All seven West Catholic Athletic League schools that received a playoff spot among three divisions are still alive in the postseason.
A perfect example of why several coaches are calling for a private school-public school playoff format.
On the other hand, of the 20 teams that remain among five divisions in the CCS, 10 are private and 10 are public.
Then again, public schools outnumber private schools 4-1 in the section.
2 comments:
In the past 2 1/3 play-offs (2009, 2010 and so far in 2011) private schools have met public schools 26 times. 19 times (73%) the privates have beat the publics. 7 times the publics beat the privates...Carmel 4 times and Palo Alto 3 times (in their run through the Open Division in 2010).
In addition, in 8 of the 19 games the privates have won, the private school has been the lower-seeded team.

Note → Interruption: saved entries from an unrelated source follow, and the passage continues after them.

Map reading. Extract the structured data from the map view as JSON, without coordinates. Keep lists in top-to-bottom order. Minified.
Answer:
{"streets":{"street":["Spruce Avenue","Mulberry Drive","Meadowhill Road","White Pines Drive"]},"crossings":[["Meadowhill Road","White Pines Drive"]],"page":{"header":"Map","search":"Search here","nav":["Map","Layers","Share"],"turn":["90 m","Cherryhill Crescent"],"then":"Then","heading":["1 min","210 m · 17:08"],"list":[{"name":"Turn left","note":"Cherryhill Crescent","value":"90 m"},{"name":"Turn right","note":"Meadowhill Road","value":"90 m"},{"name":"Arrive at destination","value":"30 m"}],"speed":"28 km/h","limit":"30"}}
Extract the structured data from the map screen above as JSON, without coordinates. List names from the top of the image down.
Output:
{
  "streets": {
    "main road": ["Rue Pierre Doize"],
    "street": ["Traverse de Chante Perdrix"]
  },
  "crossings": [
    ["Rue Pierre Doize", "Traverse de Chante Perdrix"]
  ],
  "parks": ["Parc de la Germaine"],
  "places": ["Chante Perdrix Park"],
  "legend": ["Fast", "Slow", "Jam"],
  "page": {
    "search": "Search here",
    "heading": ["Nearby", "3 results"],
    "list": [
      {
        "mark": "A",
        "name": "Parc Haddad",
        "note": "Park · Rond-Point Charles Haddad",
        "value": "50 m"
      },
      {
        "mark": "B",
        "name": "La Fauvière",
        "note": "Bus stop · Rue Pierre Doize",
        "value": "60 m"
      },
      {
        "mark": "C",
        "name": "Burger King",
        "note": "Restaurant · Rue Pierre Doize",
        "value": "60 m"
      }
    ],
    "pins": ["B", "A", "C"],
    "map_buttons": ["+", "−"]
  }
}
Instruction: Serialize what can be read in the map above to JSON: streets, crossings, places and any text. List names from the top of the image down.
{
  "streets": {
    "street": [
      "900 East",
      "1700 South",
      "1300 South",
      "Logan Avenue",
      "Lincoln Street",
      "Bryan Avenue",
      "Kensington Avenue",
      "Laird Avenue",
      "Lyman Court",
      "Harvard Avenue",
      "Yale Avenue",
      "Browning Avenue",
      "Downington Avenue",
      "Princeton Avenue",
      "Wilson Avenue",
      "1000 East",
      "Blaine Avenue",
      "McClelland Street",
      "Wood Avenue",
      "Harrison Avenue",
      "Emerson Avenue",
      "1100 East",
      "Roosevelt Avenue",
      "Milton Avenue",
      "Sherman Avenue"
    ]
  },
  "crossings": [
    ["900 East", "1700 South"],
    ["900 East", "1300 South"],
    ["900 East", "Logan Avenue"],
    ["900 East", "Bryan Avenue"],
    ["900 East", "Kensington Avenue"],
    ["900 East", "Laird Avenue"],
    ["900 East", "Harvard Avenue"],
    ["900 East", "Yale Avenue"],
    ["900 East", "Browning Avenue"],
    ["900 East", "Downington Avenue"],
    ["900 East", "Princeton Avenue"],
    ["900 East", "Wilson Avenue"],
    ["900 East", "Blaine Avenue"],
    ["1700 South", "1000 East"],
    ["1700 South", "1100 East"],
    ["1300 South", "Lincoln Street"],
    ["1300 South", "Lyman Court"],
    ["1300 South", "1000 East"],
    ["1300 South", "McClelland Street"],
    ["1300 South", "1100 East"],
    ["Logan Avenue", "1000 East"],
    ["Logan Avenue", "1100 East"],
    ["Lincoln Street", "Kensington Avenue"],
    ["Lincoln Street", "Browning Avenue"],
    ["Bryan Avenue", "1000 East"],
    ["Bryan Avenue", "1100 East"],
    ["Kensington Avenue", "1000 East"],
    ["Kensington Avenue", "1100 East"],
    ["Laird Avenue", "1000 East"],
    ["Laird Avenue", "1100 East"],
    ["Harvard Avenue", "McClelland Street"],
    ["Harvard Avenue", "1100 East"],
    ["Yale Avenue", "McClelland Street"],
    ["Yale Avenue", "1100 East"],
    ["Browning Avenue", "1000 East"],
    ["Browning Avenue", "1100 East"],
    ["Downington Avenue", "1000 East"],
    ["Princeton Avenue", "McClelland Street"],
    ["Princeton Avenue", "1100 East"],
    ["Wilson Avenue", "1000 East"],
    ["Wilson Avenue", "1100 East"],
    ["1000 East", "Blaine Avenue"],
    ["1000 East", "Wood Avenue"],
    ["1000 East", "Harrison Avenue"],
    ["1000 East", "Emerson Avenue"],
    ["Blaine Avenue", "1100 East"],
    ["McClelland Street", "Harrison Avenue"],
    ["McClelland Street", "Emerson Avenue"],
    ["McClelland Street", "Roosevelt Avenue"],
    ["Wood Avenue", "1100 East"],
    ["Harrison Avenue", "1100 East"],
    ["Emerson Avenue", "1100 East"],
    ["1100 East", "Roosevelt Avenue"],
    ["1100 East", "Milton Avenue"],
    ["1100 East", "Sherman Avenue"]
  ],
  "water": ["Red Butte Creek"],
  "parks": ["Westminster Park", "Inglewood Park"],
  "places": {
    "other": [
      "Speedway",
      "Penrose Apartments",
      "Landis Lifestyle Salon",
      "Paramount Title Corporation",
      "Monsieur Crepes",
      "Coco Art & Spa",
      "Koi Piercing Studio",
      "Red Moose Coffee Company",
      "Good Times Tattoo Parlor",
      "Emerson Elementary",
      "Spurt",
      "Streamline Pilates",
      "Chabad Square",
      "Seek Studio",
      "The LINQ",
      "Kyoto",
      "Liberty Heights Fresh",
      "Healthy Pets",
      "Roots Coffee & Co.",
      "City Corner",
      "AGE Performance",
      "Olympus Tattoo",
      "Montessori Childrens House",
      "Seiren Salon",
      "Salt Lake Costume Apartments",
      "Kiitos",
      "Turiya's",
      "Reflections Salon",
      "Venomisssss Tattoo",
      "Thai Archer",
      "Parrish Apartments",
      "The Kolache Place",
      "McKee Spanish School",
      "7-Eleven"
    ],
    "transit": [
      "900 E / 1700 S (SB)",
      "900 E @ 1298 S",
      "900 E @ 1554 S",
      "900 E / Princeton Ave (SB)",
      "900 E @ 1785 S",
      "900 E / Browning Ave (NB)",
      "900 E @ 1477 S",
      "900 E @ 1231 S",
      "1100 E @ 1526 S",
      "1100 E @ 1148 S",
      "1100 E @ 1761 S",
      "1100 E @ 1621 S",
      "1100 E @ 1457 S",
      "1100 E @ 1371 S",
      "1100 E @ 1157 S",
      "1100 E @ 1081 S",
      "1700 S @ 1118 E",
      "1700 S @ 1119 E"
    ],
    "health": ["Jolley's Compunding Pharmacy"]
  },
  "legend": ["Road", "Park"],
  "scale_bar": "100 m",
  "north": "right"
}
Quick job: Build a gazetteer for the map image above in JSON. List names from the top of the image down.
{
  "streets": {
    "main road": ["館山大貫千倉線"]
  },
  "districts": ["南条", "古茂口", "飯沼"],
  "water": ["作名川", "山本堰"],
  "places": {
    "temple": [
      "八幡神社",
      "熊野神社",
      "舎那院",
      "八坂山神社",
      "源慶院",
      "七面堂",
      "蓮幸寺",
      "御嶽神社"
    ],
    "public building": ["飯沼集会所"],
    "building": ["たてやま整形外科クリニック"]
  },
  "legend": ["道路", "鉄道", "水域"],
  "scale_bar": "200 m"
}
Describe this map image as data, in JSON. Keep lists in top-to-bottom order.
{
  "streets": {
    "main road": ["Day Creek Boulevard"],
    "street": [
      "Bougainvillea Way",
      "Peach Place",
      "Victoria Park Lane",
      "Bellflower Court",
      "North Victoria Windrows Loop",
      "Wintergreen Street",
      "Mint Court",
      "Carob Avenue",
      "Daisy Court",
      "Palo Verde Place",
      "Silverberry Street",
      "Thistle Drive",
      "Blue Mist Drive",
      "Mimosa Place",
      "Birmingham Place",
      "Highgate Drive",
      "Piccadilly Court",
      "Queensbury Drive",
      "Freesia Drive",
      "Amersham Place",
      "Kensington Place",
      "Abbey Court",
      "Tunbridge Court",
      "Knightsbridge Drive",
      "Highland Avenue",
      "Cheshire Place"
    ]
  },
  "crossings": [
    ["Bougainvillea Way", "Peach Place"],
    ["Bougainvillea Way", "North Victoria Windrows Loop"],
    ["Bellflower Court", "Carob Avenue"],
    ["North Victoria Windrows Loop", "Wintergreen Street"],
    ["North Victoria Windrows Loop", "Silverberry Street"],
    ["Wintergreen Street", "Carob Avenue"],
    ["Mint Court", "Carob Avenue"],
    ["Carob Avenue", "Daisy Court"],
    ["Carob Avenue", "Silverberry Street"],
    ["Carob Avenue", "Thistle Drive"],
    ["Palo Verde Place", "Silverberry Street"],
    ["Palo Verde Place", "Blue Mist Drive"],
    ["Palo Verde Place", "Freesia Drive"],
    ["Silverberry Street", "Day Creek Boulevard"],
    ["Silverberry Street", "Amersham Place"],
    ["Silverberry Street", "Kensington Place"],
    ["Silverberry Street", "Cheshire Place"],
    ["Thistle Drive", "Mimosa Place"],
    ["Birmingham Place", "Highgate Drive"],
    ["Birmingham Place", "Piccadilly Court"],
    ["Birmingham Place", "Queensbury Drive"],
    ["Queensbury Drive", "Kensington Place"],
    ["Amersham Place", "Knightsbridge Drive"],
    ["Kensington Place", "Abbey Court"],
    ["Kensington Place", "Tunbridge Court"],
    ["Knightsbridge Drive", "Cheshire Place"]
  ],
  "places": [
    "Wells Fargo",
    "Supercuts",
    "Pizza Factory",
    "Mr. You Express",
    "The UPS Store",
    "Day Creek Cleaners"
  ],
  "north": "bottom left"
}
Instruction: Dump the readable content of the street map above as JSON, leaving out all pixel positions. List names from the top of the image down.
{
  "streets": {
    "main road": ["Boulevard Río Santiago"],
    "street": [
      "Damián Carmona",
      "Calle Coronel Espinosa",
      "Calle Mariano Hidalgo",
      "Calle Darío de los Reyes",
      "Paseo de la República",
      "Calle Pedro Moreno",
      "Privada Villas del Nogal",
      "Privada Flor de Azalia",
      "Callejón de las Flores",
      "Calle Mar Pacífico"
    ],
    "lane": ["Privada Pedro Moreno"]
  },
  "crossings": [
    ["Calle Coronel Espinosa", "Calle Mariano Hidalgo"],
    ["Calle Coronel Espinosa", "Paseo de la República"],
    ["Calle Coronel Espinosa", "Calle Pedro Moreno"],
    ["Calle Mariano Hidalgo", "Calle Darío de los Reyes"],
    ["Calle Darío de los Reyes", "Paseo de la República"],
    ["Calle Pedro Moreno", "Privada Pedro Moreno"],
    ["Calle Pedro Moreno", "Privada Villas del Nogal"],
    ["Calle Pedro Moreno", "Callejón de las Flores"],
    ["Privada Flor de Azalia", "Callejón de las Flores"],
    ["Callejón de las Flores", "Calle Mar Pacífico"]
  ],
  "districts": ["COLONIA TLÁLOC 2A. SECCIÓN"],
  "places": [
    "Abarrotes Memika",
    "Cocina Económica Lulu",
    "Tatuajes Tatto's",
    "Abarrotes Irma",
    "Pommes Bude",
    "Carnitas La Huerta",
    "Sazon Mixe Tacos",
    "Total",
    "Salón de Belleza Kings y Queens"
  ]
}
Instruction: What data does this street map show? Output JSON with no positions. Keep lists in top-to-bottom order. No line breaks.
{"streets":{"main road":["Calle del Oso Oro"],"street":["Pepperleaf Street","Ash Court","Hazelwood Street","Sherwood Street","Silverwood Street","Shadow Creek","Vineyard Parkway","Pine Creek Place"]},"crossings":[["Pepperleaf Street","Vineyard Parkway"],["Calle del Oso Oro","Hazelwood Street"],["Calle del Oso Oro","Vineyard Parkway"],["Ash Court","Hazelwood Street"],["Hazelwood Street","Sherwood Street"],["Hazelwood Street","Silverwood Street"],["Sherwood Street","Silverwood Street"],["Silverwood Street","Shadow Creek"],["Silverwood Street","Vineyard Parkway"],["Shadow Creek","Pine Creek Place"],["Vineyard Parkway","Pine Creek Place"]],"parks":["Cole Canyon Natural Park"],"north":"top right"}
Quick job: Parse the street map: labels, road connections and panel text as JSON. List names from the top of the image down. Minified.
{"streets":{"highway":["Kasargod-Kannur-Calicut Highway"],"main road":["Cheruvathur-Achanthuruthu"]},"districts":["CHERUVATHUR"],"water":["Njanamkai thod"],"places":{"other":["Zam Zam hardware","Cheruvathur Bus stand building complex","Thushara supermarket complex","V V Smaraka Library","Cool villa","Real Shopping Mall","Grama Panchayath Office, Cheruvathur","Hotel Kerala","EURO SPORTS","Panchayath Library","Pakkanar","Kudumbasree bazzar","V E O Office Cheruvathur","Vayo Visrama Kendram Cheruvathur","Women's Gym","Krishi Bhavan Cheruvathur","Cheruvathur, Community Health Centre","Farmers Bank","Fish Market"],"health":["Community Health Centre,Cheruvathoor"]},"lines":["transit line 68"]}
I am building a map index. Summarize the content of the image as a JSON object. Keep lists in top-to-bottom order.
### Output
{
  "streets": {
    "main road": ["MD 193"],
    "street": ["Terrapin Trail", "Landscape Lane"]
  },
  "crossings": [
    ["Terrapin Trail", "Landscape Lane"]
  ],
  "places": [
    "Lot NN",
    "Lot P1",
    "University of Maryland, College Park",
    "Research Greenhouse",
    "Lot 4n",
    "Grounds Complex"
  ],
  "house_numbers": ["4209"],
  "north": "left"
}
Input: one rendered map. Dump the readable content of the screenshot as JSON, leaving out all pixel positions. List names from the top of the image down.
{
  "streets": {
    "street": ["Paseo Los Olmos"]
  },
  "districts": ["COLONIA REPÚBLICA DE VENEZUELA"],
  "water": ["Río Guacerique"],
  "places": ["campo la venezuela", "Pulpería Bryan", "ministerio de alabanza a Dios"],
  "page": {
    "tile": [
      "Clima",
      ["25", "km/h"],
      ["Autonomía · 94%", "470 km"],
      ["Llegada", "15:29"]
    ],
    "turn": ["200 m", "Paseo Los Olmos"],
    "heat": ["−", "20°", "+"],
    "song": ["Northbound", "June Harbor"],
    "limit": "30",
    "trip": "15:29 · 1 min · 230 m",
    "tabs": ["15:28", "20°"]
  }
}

Included in this are two 8 seeds that beat 1 seeds (in Open in 2009 and 2011), a 7 seed that beat a 2 seed (St Ig beat Aptos) and two 3 seeds that beat 6 seeds including Mitty beating Hollister this year.
Clearly the privates in CCS have an advantage over the public schools. Just would hate to have to be the one to figure out how to set up a new play-off system that is fair to all teams.
And that's just Football. The Volleyball stats are even more ridiculous. Since 2003, when CIF went to rally scoring and CCS no longer allowed teams to "play up", a private school had won 100% of the CCS championships in Divisions 2 through 5... 100%!!! This years CCS championship by Soquel is the first public win in the current format. Before Soquel the only public school winners have been in Division 1, which has had zero private schools since the 2003rules changes. It’s time to recognize the inequity of schools who are limited by a geographic boundary and funding. The fix is simple… Public: Large, Medium, Small. Private: Large, Small. It needs to go beyond just the CCS. It needs to be a CIF (state) change.